Our forecast published in PS (Erikson and Wlezien, 2012a), based on trial heat polls in July, was that Barack Obama would win 52.6% of the two-party popular vote.  This turned out to be quite close to the Election Day outcome, which is 51.4% as of this writing (November 12, 2012).  Contributing to the forecast of Obama’s (close) reelection was that the LEI numbers were slightly above the average of the previous 15 presidential cycles.[1]  These numbers pointed to some economic expansion during the election year, which did materialize, at least to some extent; what may be most important is that public perceptions trended positive leading up to Election Day (see Erikson and Wlezien, 2012a).

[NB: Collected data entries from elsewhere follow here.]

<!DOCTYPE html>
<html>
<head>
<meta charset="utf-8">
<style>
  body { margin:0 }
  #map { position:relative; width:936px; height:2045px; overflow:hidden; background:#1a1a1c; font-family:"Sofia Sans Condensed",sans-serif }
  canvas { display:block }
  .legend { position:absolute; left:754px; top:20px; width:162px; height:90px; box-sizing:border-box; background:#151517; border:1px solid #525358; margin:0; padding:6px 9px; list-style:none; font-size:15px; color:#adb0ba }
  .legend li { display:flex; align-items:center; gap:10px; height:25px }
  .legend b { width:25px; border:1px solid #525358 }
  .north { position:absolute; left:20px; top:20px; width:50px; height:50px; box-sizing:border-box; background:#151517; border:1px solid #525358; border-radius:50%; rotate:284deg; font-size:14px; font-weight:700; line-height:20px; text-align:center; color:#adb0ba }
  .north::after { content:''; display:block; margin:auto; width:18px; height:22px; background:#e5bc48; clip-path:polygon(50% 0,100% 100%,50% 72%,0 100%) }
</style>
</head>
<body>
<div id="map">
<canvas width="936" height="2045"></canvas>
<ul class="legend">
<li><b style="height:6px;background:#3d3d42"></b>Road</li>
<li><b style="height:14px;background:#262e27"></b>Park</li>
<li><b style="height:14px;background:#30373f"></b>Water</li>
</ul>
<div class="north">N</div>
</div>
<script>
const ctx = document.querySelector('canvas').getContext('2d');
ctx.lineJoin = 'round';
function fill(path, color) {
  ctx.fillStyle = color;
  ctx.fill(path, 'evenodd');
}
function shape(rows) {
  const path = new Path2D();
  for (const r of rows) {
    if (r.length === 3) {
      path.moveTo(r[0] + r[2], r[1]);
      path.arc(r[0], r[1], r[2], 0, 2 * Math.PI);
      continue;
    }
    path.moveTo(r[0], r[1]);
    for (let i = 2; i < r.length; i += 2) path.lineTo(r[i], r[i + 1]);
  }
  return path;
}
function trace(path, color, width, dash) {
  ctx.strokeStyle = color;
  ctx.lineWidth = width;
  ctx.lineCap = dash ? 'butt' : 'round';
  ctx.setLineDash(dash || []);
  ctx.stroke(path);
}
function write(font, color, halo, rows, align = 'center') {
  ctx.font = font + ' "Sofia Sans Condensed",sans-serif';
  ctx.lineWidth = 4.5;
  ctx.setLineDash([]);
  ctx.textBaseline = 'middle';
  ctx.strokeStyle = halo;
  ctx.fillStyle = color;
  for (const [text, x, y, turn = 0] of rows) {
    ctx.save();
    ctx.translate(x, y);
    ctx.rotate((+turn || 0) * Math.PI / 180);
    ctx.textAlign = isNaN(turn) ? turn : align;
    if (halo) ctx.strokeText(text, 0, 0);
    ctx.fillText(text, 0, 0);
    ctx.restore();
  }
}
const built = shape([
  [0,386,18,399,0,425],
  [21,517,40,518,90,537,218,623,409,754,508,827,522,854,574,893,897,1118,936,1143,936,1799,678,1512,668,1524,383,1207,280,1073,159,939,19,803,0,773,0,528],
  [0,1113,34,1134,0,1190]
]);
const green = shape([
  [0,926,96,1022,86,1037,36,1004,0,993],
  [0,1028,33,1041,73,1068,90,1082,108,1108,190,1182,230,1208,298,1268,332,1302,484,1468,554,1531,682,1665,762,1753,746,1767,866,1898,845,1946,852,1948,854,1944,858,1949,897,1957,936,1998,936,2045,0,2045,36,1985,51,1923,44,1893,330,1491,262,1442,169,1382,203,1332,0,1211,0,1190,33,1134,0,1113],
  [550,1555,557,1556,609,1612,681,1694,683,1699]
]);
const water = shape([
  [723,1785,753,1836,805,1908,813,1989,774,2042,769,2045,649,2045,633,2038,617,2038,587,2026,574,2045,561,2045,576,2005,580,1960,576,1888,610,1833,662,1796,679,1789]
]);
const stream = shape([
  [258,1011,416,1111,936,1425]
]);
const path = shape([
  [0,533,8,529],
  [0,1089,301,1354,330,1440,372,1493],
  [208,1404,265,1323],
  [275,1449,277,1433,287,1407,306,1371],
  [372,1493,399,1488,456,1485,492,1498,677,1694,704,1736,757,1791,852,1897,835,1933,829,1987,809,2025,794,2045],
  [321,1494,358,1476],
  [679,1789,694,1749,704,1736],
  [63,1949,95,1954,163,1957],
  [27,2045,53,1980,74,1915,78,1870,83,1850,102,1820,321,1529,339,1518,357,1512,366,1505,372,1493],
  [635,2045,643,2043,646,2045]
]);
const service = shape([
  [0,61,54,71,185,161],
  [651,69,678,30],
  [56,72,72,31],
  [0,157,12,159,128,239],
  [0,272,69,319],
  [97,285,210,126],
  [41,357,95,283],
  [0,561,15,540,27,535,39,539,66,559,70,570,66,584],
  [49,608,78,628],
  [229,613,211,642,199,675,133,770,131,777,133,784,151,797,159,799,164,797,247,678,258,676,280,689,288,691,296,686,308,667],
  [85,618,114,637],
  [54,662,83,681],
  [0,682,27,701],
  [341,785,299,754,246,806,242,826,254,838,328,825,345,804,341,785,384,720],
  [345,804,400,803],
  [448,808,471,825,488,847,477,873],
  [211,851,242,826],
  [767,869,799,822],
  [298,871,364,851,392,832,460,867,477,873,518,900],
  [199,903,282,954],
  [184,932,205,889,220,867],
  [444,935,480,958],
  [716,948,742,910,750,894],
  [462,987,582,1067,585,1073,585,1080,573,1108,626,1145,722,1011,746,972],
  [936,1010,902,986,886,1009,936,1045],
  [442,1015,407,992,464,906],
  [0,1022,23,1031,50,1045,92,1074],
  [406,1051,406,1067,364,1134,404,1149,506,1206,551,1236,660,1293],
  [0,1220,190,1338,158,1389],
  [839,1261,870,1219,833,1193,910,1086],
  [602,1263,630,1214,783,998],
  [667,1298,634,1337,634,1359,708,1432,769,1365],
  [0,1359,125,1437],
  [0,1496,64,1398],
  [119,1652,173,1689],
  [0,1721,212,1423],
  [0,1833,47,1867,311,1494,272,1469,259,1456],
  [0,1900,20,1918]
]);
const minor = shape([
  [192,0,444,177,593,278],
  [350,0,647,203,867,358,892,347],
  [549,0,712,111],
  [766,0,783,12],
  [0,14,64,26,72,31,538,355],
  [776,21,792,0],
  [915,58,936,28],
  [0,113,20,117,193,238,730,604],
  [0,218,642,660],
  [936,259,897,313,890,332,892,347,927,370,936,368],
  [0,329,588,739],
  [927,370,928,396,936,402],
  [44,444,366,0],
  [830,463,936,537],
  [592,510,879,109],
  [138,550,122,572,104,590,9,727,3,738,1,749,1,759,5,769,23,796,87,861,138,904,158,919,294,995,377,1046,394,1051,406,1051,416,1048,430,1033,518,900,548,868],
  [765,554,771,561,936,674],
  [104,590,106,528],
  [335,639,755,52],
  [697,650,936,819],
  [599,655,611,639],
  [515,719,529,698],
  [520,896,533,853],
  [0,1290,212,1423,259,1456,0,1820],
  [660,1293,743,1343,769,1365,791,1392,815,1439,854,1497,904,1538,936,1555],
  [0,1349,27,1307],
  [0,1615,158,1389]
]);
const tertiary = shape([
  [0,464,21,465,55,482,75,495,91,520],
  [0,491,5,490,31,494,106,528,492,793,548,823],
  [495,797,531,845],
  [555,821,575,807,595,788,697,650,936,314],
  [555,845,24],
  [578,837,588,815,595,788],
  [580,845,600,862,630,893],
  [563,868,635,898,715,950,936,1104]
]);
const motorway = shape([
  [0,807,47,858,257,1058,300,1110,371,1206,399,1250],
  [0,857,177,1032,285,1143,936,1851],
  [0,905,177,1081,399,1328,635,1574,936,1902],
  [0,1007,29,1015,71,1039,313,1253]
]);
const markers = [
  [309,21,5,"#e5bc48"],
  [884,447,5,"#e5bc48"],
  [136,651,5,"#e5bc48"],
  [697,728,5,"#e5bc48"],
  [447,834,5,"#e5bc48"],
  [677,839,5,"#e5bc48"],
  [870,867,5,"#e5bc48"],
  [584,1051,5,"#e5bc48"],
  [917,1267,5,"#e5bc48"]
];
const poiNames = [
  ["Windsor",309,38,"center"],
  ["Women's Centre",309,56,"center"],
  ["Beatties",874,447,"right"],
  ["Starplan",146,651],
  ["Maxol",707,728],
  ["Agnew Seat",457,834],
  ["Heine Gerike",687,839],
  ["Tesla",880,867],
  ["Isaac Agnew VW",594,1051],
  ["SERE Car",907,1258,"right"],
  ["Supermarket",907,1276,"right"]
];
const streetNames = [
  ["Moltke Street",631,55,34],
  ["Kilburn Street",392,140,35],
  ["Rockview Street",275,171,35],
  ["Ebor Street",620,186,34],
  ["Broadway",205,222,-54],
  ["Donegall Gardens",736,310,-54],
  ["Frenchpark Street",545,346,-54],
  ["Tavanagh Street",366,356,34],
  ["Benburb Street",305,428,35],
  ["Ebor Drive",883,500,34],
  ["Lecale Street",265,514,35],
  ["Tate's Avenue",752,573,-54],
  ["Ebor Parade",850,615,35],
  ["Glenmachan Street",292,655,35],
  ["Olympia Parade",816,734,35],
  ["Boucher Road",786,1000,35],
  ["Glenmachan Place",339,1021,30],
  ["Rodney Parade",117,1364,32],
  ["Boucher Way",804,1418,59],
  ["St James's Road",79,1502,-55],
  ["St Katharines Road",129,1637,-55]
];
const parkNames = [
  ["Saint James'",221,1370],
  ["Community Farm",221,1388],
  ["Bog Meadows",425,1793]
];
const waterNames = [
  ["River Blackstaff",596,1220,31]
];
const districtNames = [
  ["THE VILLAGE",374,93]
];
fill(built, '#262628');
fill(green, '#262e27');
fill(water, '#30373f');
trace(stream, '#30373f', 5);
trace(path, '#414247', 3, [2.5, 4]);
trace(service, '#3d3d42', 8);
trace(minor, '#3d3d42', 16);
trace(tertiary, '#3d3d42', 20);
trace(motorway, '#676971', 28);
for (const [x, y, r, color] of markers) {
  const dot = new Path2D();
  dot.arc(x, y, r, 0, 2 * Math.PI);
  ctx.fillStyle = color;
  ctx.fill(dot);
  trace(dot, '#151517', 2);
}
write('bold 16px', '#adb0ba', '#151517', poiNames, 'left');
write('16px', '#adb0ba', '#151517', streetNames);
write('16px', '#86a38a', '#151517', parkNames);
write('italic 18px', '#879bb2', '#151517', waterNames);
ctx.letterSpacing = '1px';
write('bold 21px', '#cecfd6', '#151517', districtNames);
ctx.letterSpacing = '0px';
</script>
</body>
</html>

The forecasts made at different points in the election year were largely unchanged from this “official” forecast based on July polls. Details are shown in Table 1.  Most notably, the model including our measure of LEI and polls from January-March predicted a 52.2% vote share for Obama.  The value of this model with Quarter 13 LEI and Quarter 13 trial heat polls is that it allows prediction of the November vote early in the election timeline, long before trial-heat polls by themselves provide a useful prediction (Erikson and Wlezien, 2012b).

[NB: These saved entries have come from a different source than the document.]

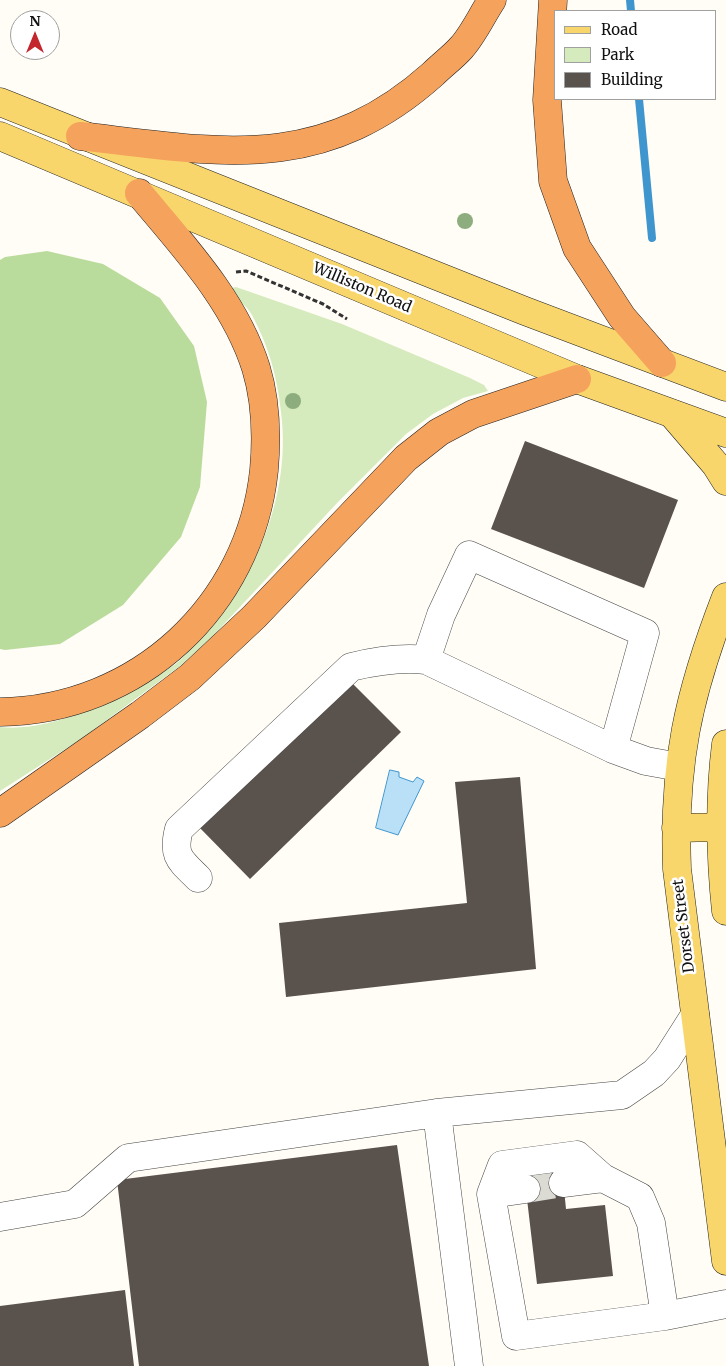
<!DOCTYPE html>
<style>
body{margin:0}
#map{position:relative;width:726px;height:1366px;overflow:hidden;background:#fffdf5;font-family:Merriweather,serif}
canvas{display:block}
.legend{position:absolute;left:554px;top:10px;width:162px;height:90px;box-sizing:border-box;background:#fff;border:1px solid #a0a0a0;margin:0;padding:6px 9px;list-style:none;font-size:15px;color:#111}
.legend li{display:flex;align-items:center;gap:10px;height:25px}
.legend b{width:25px;border:1px solid #a0a0a0}
.north{position:absolute;left:10px;top:10px;width:50px;height:50px;box-sizing:border-box;background:#fff;border:1px solid #a0a0a0;border-radius:50%;rotate:0deg;font-size:14px;font-weight:700;line-height:20px;text-align:center;color:#111}
.north::after{content:'';display:block;margin:auto;width:18px;height:22px;background:#c4262e;clip-path:polygon(50% 0,100% 100%,50% 72%,0 100%)}
</style>
<div id="map">
<canvas width="726" height="1366"></canvas>
<ul class="legend">
<li><b style="height:6px;background:#f9d66b"></b>Road</li>
<li><b style="height:14px;background:#d5ebbd"></b>Park</li>
<li><b style="height:14px;background:#5a524d"></b>Building</li>
</ul>
<div class="north">N</div>
</div>
<script>
const context = document.querySelector('canvas').getContext('2d');
context.lineJoin = 'round';
function fill(path, color) { context.fillStyle = color; context.fill(path, 'evenodd'); }
function stroke(path, color, width, dash) { context.strokeStyle = color; context.lineWidth = width; context.lineCap = dash ? 'butt' : 'round'; context.setLineDash(dash || []); context.stroke(path); }
function label(font, color, halo, rows, align = 'center') {
  context.font = font + ' Merriweather,serif'; context.lineWidth = 5; context.setLineDash([]); context.textBaseline = 'middle'; context.strokeStyle = halo; context.fillStyle = color; for (const [text, x, y, turn = 0] of rows) {
    context.save(); context.translate(x, y); context.rotate((+turn || 0) * Math.PI / 180); context.textAlign = isNaN(turn) ? turn : align; if (halo) context.strokeText(text, 0, 0); context.fillText(text, 0, 0); context.restore();
  }
}
const green = new Path2D(`
 M236 287 342 324 470 378 484 385 488 391 463 398 433 414 406 434 338 502 211 638 180 666 81 739 0 791V727C27 730 56 722 81 713 108 704 128 692 152 678 161 673 171 668 178 662 246 601 293 504 281 412 277 376 269 347 252 315 247 305 234 299 232 288Z`);
const forest = new Path2D(`
 M47 251 103 264 160 298 194 346 207 402 200 487 181 537 123 605 60 644 5 650 0 649V260L5 257Z`);
const water = new Path2D(`
 M390 770 399 772V777L413 782 417 777 424 781 398 835 376 828Z`);
const stream = new Path2D(`
 M630 0 631 11
 M639 99 652 238`);
const building = new Path2D(`
 M525 441 678 500 644 588 491 529Z
 M348 679 401 732 250 879 198 826Z
 M520 777 536 969 286 997 279 923 467 903 455 782Z
 M397 1145 429 1366H139L117 1180Z
 M561 1160 566 1209 605 1205 613 1276 537 1284 523 1165Z
 M125 1290 134 1366H0V1306Z`);
const minorTunnel = new Path2D(`
 M526 1189 563 1183`);
const path = new Path2D(`
 M236 272 246 271 323 304 347 319`);
const minor = new Path2D(`
 M613 749 645 633 469 555 441 615 426 660 613 749 646 761 679 767
 M198 878C180 860 172 856 179 829L351 667C376 661 400 657 426 660
 M437 1113 622 1095 654 1073 667 1059 695 1015
 M563 1183 603 1178
 M491 1194 526 1189
 M0 1217 75 1204 128 1158 437 1113 469 1366
 M665 1316 651 1223 640 1197 603 1178 577 1155 502 1165 491 1194 516 1336 665 1316 726 1304`);
const major = new Path2D(`
 M0 102 525 311 726 387
 M0 136 577 379 726 433
 M674 416 716 465 726 481
 M726 597C688 695 673 764 677 869L726 1261
 M726 744C719 800 720 854 726 911
 M676 828 720 827`);
const highway = new Path2D(`
 M553 0 547 100 553 181 577 248 622 317 662 363
 M80 136C218 152 320 175 433 74 442 65 453 57 461 48 473 35 482 15 492 0
 M0 712C138 710 250 606 264 470 267 436 266 401 256 368 235 301 184 247 139 193
 M0 813 140 715 190 677 254 617 406 458 439 432 473 414 577 379`);
const trees = [
 [465,221],
 [293,401]
];
const streetNames = [
 ["Williston Road",362,288,23],
 ["Dorset Street",684,926,-97]
];
fill(green, '#d5ebbd');
fill(forest, '#b9dc9c');
fill(water, '#b9e0f7');
stroke(water, '#3f96cf', 1);
stroke(stream, '#3f96cf', 8);
fill(building, '#5a524d');
stroke(minorTunnel, '#dbdad3', 28, [28, 14]);
stroke(minor, '#444', 29);
stroke(major, '#222', 29);
stroke(highway, '#222', 29);
stroke(path, '#333', 3, [5, 2.5]);
stroke(minor, '#fff', 28);
stroke(major, '#f9d66b', 28);
stroke(highway, '#f5a25d', 28);
context.fillStyle = '#8dad7f';
for (const [x, y] of trees) { context.beginPath(); context.arc(x, y, 8, 0, 2 * Math.PI); context.fill(); }
label('15px', '#111', '#fff', streetNames);
</script>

We can also check how our forecast prevails if we substitute trial heat polls later than July.  Table 1 includes subsequent forecasts that we made, based on equations using recent trial heat polls conducted at those points later in the campaign timeline.  There we can see that models of the vote from dates before and after the conventions yielded virtually no changes in the forecast (52.6% or 52.7% Obama).  The first debate shifted the forecast of the Obama vote downward, but only slightly.  Using a model including polls after that debate, we predicted a 51.4% share for Obama.  This is exactly what the president received on Election Day.

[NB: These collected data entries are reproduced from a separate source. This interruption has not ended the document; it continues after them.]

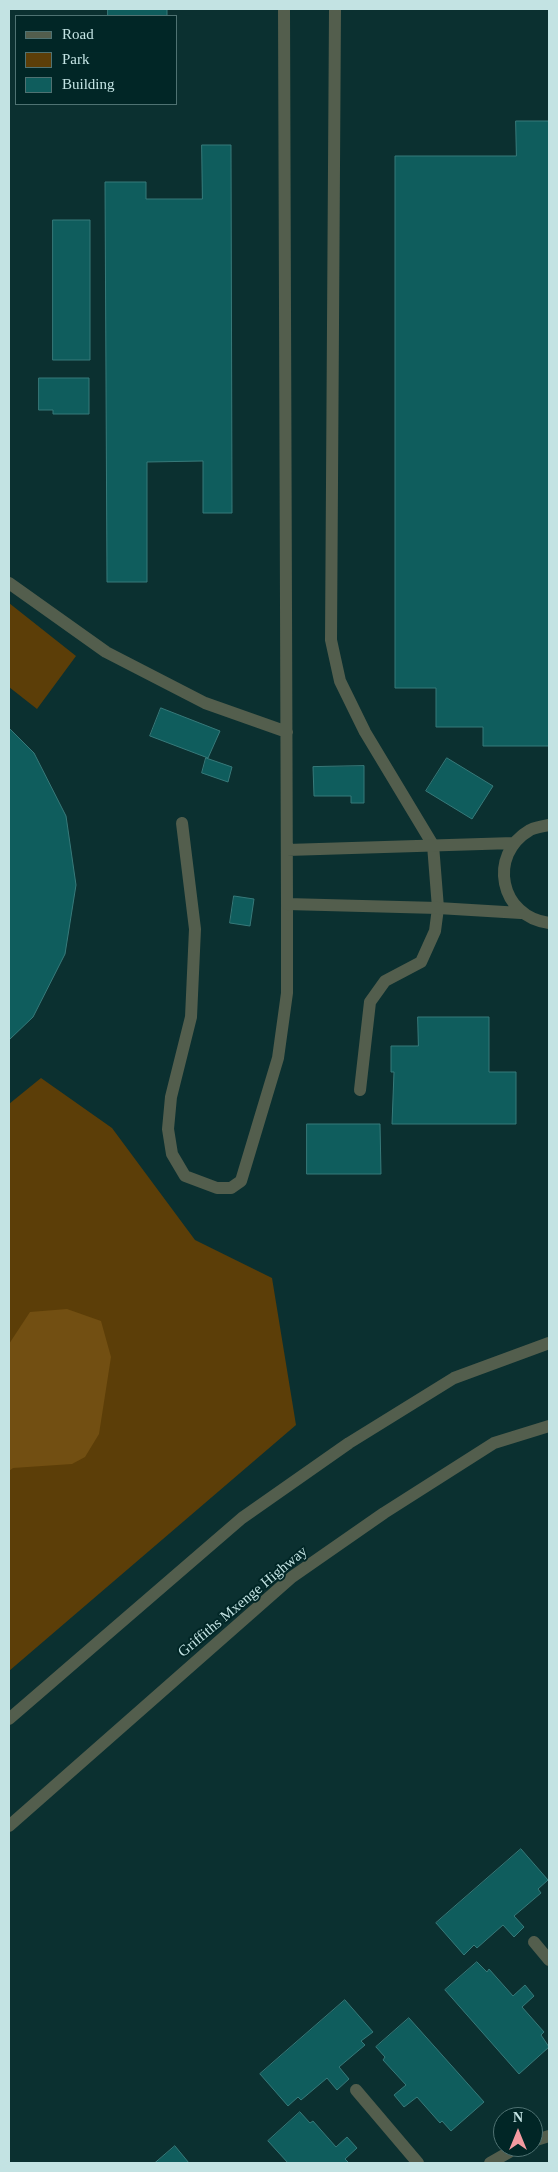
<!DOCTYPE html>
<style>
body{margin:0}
#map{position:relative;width:558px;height:2172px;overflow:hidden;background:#0b3030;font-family:"Times New Roman",serif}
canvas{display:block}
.frame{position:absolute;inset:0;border:10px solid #c3e3e3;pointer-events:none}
.legend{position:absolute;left:15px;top:15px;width:162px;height:90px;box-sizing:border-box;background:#012626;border:1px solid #4f7272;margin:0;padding:6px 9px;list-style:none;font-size:15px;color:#c3e3e3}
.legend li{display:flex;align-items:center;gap:10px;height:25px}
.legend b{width:25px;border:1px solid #4f7272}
.north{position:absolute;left:493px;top:2107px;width:50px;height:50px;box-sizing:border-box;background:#012626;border:1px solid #4f7272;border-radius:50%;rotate:0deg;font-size:14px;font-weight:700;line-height:20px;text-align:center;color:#c3e3e3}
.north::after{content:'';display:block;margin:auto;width:18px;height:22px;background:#f49aa0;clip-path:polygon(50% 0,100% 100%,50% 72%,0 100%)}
</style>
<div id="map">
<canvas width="558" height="2172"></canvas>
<div class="frame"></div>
<ul class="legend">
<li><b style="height:6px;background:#535e4d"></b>Road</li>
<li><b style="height:14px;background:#5c3e08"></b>Park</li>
<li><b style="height:14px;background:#0f5d5d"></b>Building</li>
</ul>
<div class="north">N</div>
</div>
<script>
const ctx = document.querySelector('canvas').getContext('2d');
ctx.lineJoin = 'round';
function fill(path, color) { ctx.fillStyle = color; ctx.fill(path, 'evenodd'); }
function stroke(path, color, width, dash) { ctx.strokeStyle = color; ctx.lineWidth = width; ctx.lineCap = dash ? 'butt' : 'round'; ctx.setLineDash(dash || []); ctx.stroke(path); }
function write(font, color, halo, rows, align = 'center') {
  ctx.font = font + ' "Times New Roman",serif'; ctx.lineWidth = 4; ctx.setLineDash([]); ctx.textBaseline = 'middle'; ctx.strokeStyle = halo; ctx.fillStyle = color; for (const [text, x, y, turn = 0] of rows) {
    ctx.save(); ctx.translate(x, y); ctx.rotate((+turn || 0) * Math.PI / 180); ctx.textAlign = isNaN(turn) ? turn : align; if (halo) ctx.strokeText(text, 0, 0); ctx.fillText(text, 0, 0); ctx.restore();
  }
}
const green = new Path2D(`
 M 9,603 L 76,656 L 37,709 L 9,687 Z
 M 41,1078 L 112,1128 L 195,1240 L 272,1278 L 296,1425 L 9,1671 L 9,1104 Z`);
const forest = new Path2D(`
 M 67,1309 L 101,1321 L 111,1357 L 99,1434 L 85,1457 L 72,1464 L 13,1468 L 9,1471 L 9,1344 L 30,1312 Z`);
const building = new Path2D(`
 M 108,9 L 167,9 L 167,16 L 108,16 Z
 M 516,121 L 549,121 L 549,746 L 483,746 L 483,727 L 436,727 L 436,688 L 395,688 L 395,156 L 516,156 Z
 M 202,145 L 231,145 L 232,513 L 203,513 L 203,461 L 147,462 L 147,582 L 107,582 L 105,182 L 146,182 L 146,199 L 202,199 Z
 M 53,220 L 90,220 L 90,360 L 53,360 Z
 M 39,378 L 89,378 L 89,414 L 53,414 L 53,410 L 39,410 Z
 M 161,708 L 220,731 L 208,758 L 150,736 Z
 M 9,728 L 34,753 L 66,816 L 76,885 L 65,954 L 33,1017 L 9,1040 Z
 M 206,758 L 232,767 L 228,782 L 202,773 Z
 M 447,758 L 493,786 L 472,819 L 426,791 Z
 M 364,766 L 364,803 L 351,803 L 351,796 L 314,796 L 313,767 Z
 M 234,896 L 254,899 L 250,926 L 230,923 Z
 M 418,1017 L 489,1017 L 489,1072 L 516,1072 L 516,1124 L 392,1124 L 394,1072 L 391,1072 L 391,1046 L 418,1046 Z
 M 307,1124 L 380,1124 L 381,1174 L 307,1174 Z
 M 521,1849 L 548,1880 L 538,1889 L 541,1893 L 514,1916 L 524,1927 L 514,1937 L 503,1925 L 477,1948 L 474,1945 L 464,1955 L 436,1923 Z
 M 477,1962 L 487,1972 L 489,1969 L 513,1996 L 525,1985 L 534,1996 L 522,2007 L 544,2032 L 541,2035 L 549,2047 L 519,2074 L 445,1990 Z
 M 345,2000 L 373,2032 L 361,2041 L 365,2045 L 339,2067 L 349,2079 L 337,2090 L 327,2078 L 301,2100 L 298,2097 L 288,2106 L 260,2074 Z
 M 409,2018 L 484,2102 L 451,2131 L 442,2121 L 440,2123 L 417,2097 L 404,2107 L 394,2095 L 406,2085 L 383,2060 L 385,2057 L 376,2047 Z
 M 300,2112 L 310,2123 L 313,2121 L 336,2147 L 347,2137 L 357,2148 L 345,2159 L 349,2163 L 288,2163 L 268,2141 Z
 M 175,2146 L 189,2163 L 155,2163 Z`);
const service = new Path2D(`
 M 335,9 L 331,640 L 340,681 L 365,732 L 433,845 L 438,908 L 435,931 L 421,962 L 385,981 L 370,1002 L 360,1090
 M 182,823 L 195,929 L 191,1017 L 171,1097 L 168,1129 L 172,1154 L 185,1176 L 217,1188 L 231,1188 L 241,1181 L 278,1058 L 287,993 L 287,904
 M 534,1942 L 549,1960
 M 356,2090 L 418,2163`);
const minor = new Path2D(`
 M 284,9 L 287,904 L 438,908 L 521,913
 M 9,583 L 106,652 L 205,703 L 287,732
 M 549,825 C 543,826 536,827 530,830 C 487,855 500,917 549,923
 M 287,850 L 514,843
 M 533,2141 L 549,2136
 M 490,2163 L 518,2147`);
const tertiary = new Path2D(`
 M 9,1719 L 242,1518 L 349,1443 L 454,1378 L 549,1343
 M 9,1826 L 292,1577 L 384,1513 L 494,1443 L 549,1426`);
const streetNames = [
 ["Griffiths Mxenge Highway",243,1602,-40]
];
fill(green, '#5c3e08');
fill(forest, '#724f12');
fill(building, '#0f5d5d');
stroke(building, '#377a7a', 1);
stroke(service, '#535e4d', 12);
stroke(minor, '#535e4d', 12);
stroke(tertiary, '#535e4d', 12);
write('15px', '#c3e3e3', '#012626', streetNames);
</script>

Acknowledgments: We thank Stuart Soroka for helpful comments.

References

Erikson, Robert S., and Christopher Wlezien. 2012a. “The Objective and Subjective Economy and the Presidential Vote.”PS: Political Science and Politics 45: (4)620-624.

Erikson, Robert S., and Christopher Wlezien. 2012b. The Timeline of Presidential Elections: How Campaigns Do (and Do Not) Matter.  Chicago: University of Chicago Press.


[1]We would have forecasted a nearly identical share only using LEI, that is, without the polls.